Pallas Athena

Understanding the Basis of the Separating Axis Theorem (SAT)

Nick Nagel's SVG Scene Graph Series

  1. Understanding and using the SVG Scene Graph
  2. Bases and Affine Transformations
  3. The Separating Axis Theorem

Rationale

This article is part of a series I've been working on centered around the scene-graph conceptualization of Scalable Vector Graphics (SVG). The motivation for the series stems from work I've been undertaking to add virtual camera functionality to my SVG Creator's framework. Specifically, I needed to simulate camera features (like zoom, panning and tilt) to facilitate the creation of interactive SVG artworks.

In the previous article in the series I shared some insights that occurred to me relating the concept of mathematical bases and basis vectors to a generalized process for understanding and using SVG transformations within the scene-graph. The present piece dovetails off the previous by looking at how projection and basis reasoning lead to robust geometric constraints definitions (e.g., collisions, containment, and panning limits).

The Problem

The problem at hand concerned the development of an SVG virtual camera system. One of the things I enjoy about working with SVG is the ability to create artworks with varying levels of detail and set up systems that allow viewers to navigate the work and appreciate features from different perspectives.

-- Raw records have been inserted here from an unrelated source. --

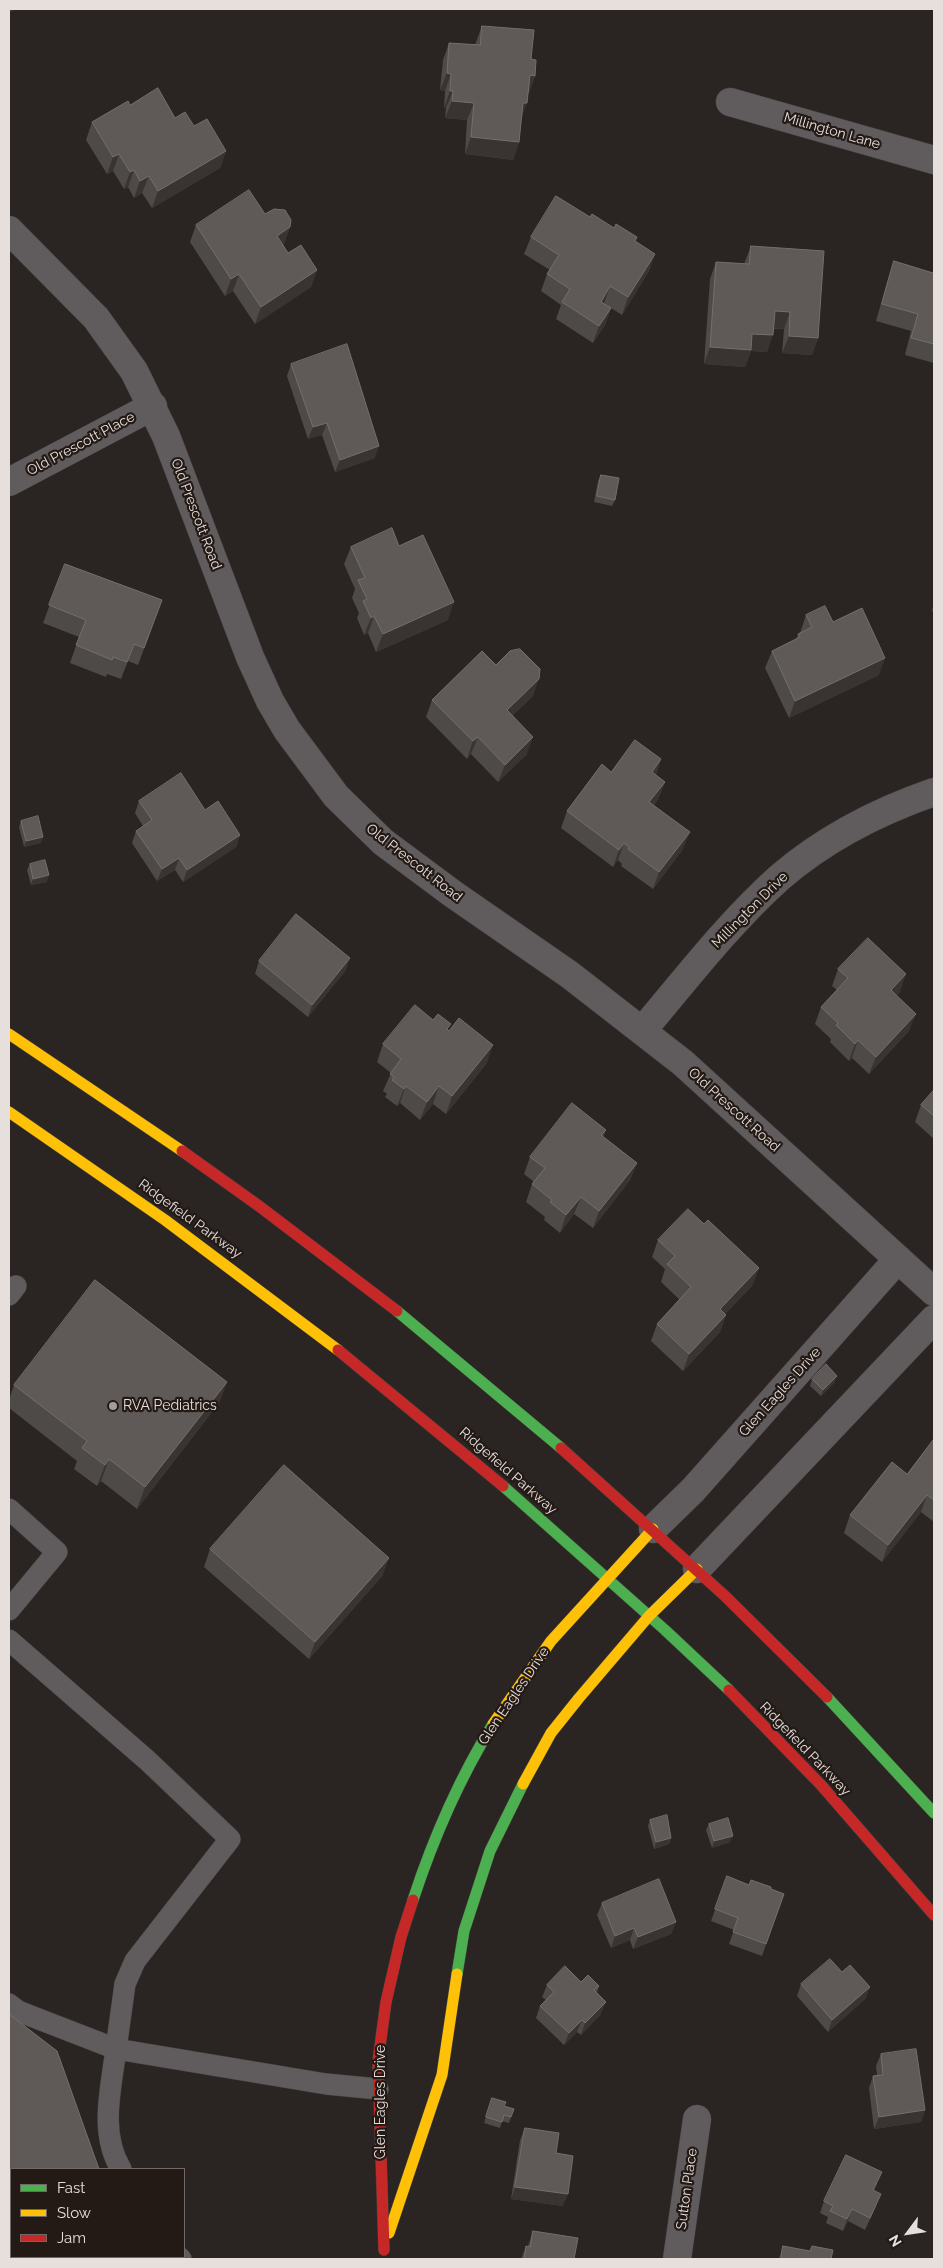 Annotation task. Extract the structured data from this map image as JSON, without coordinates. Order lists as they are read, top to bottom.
{
  "streets": {
    "main road": ["Ridgefield Parkway", "Glen Eagles Drive"],
    "street": [
      "Millington Lane",
      "Old Prescott Place",
      "Old Prescott Road",
      "Millington Drive",
      "Sutton Place"
    ]
  },
  "crossings": [
    ["Old Prescott Place", "Old Prescott Road"],
    ["Old Prescott Road", "Millington Drive"],
    ["Old Prescott Road", "Glen Eagles Drive"],
    ["Ridgefield Parkway", "Glen Eagles Drive"]
  ],
  "places": ["RVA Pediatrics"],
  "legend": ["Fast", "Slow", "Jam"],
  "north": "bottom left"
} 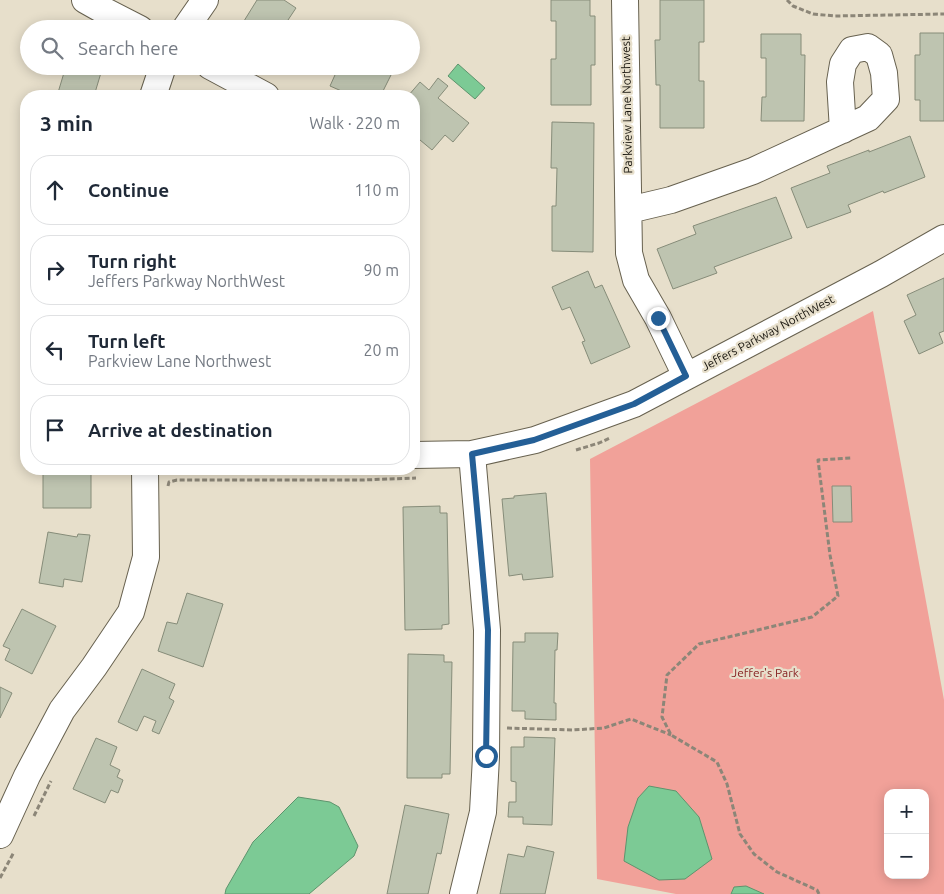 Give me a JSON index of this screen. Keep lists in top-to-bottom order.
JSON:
{
  "streets": {
    "street": ["Parkview Lane Northwest", "Jeffers Parkway NorthWest"]
  },
  "crossings": [
    ["Parkview Lane Northwest", "Jeffers Parkway NorthWest"]
  ],
  "parks": ["Jeffer's Park"],
  "page": {
    "search": "Search here",
    "heading": ["3 min", "Walk · 220 m"],
    "list": [
      ["Continue", "110 m"],
      ["Turn right", "Jeffers Parkway NorthWest", "90 m"],
      ["Turn left", "Parkview Lane Northwest", "20 m"],
      "Arrive at destination"
    ],
    "map_buttons": ["+", "−"]
  }
}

For example, below you see some SVG artwork which illustrates the concept of the "World Tree" from Norse mythology. In it, I've set up a camera system to enable viewers to zoom in an pan around to explore some of the details hidden away in the more distant perspective. The problem for this piece (and it's a general problem for any number of applications like games, sims, or advertisements) is that virtual camera panning has to be constrained or the viewer will get lost. Think about it for a minute. How would you express constraints preventing the user from panning "out of bounds"?

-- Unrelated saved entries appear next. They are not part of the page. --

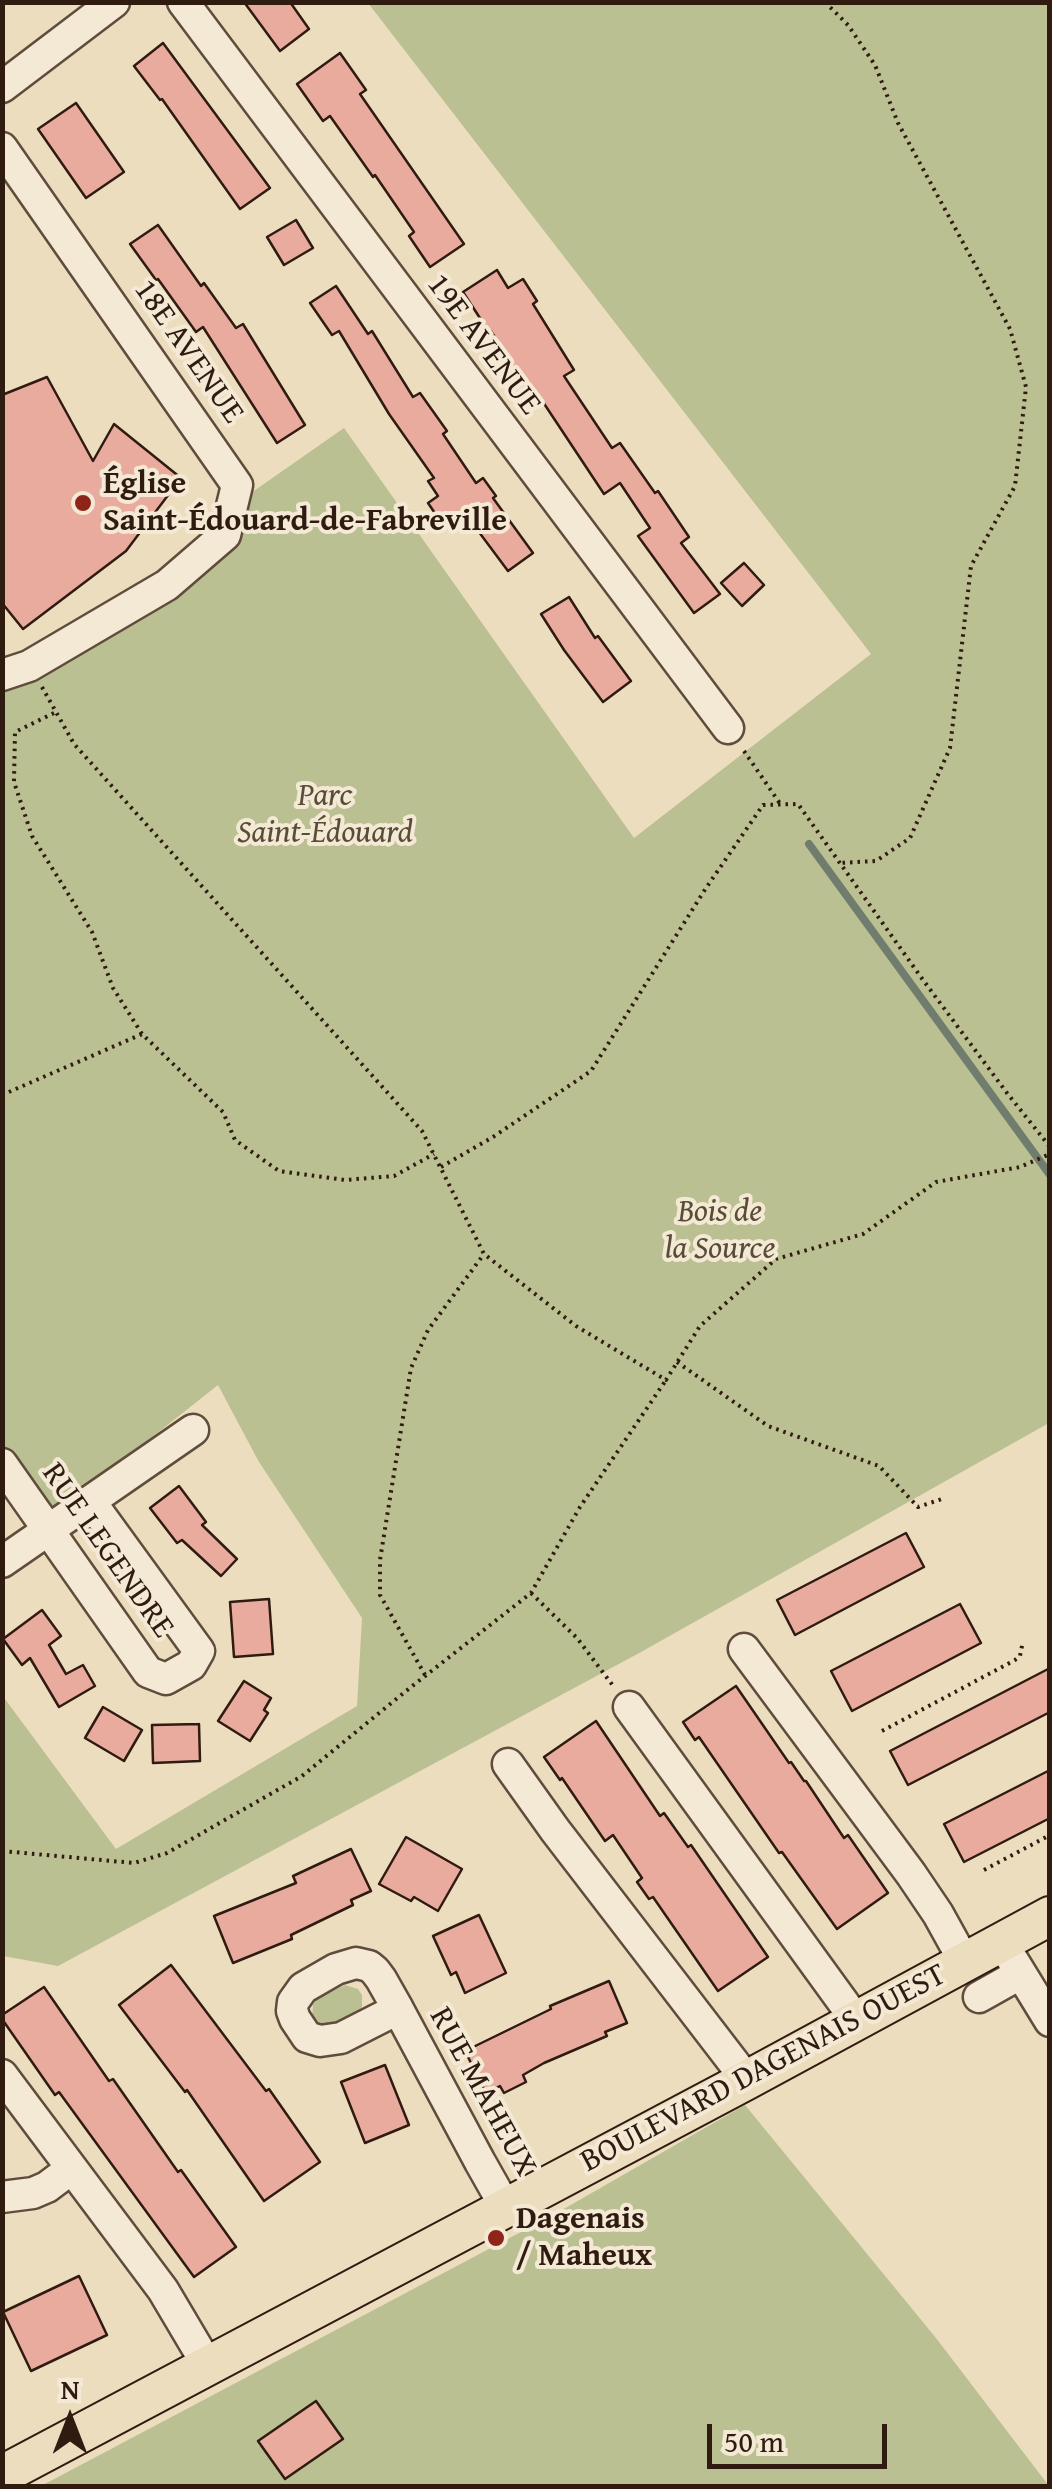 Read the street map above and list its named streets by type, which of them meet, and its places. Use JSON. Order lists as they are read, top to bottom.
{
  "streets": {
    "main road": ["BOULEVARD DAGENAIS OUEST"],
    "street": [
      "19E AVENUE",
      "18E AVENUE",
      "RUE LEGENDRE",
      "RUE MAHEUX"
    ]
  },
  "crossings": [
    ["BOULEVARD DAGENAIS OUEST", "RUE MAHEUX"]
  ],
  "parks": ["Parc Saint-Édouard", "Bois de la Source"],
  "places": ["Église Saint-Édouard-de-Fabreville", "Dagenais / Maheux"],
  "scale_bar": "50 m",
  "north": "top"
}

Live Interactive Illustration

A touch! 'tis but a touch!
Figure 1: The world Tree by 𝒩. An SVG artwork depicting Yggdrasil -- the world tree from Norse mythology. The figure shows the artwork along with debug scaffolding (the red, green and blue box outlines) used to develop virtual camera functionality.

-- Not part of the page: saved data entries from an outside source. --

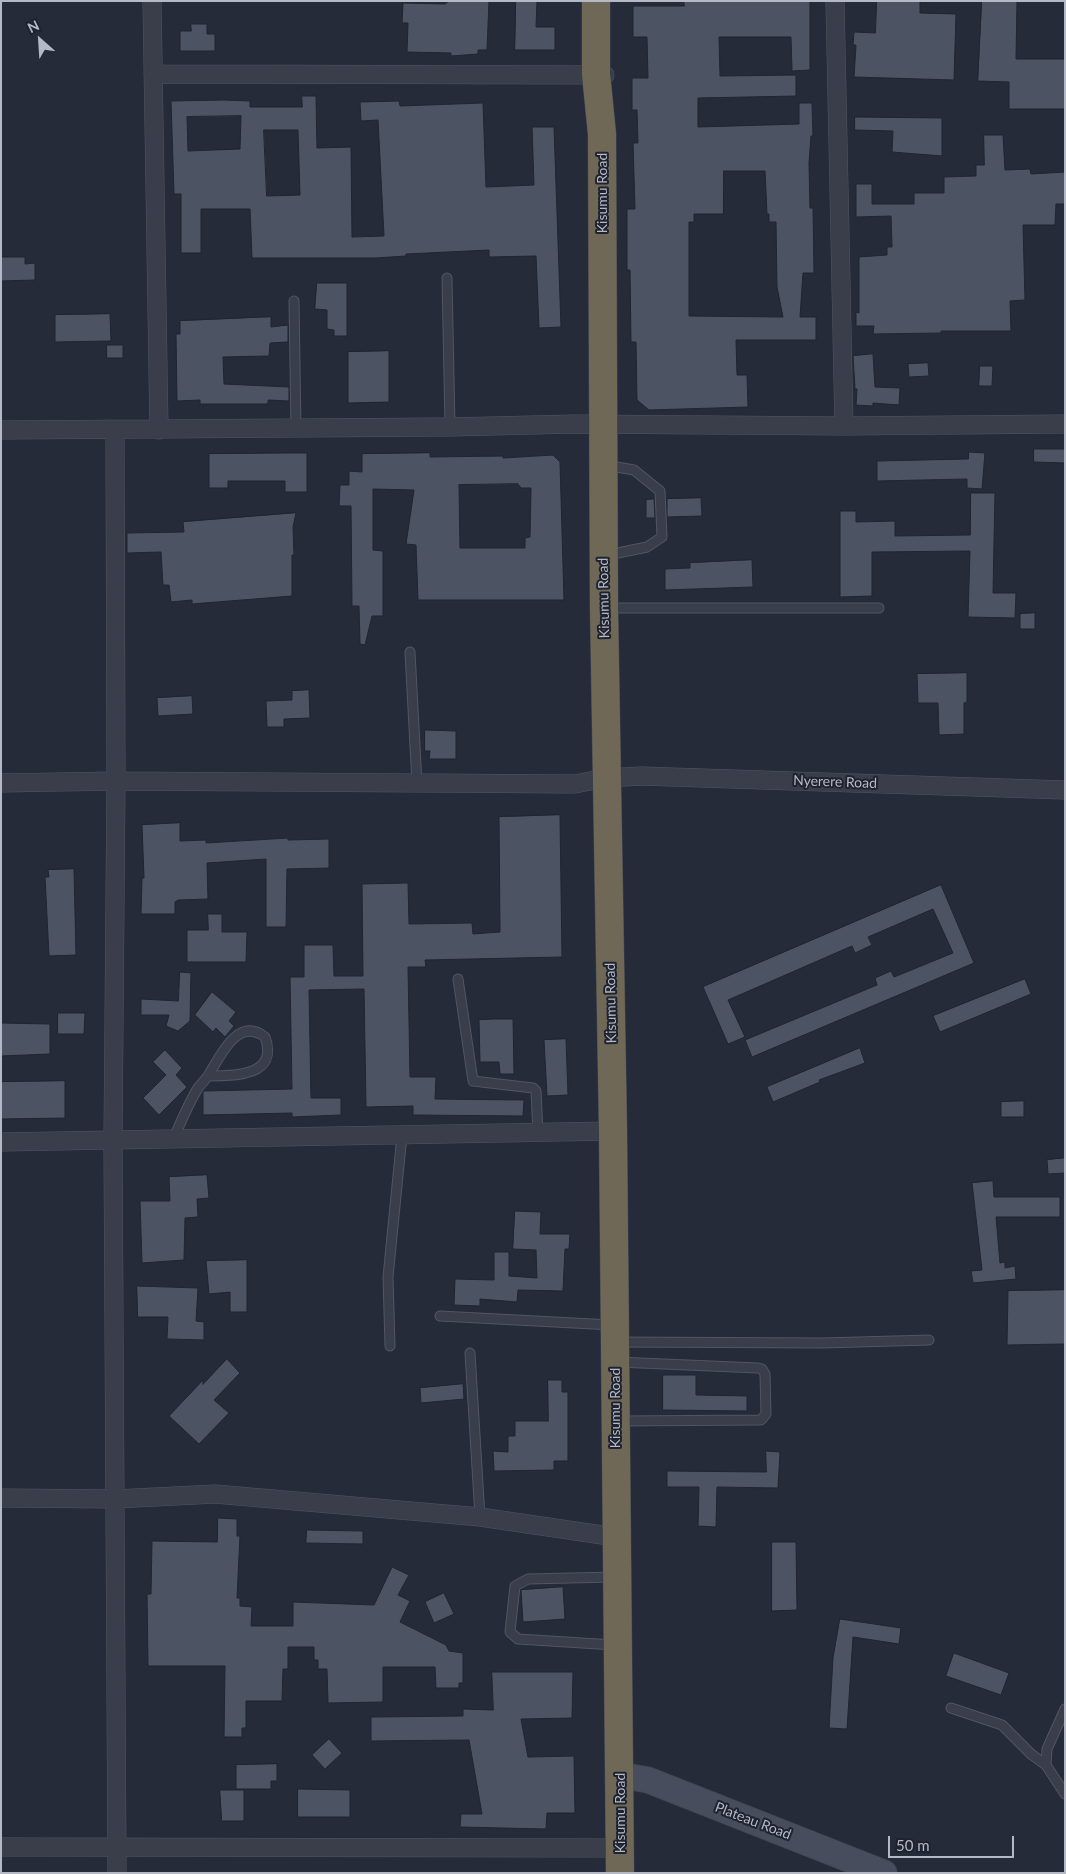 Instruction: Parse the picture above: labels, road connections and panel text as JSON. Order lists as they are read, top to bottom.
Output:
{
  "streets": {
    "highway": ["Kisumu Road"],
    "street": ["Nyerere Road", "Plateau Road"]
  },
  "crossings": [
    ["Kisumu Road", "Nyerere Road"],
    ["Kisumu Road", "Plateau Road"]
  ],
  "scale_bar": "50 m",
  "north": "top left"
}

The artwork is intended to let the viewer zoom in and pan around to look at details. But if the user pans too far, they'll fall off the edge of the world, right? We can't have that! So we need to constrain the pannable area whenever the user is in a zoomed in state.

For this article, I've left visible the test scaffolding I used to develop the camera functionality. I've drawn the SVG world coordinate system axes (shown in blue) and also the local coordinate system axes for the camera (shown in red). The point of this article is I want you to think of these coordinate systems as bases in the geometric sense: each basis defines how vectors, distances, and shapes are interpreted in its own frame of reference.

I've also drawn rectangles within each basis.

  • The blue rectangle corresponds to my target viewBox dimensions in world coordinates.

  • The red rectangle corresponds to the transformed viewBox under the camera's affine transform.

Initially, when the artwork loads, the global basis and the camera basis coincide. But as soon as the user zooms in, the camera basis is scaled up, and its rectangle becomes larger than the SVG viewport in world coordinates.

To express the panning constraints in this larger context, I added a green rectangle. This perimeter defines the set of legal panning positions -- boundaries within which the camera is allowed to move without exposing empty space. At the initial zoom level, the green box sits neatly inside the blue world box. But once the user zooms in, the camera's viewBox becomes larger in world units. The green region becomes the area to which the camera view must be constrained in order to keep the world fully visible.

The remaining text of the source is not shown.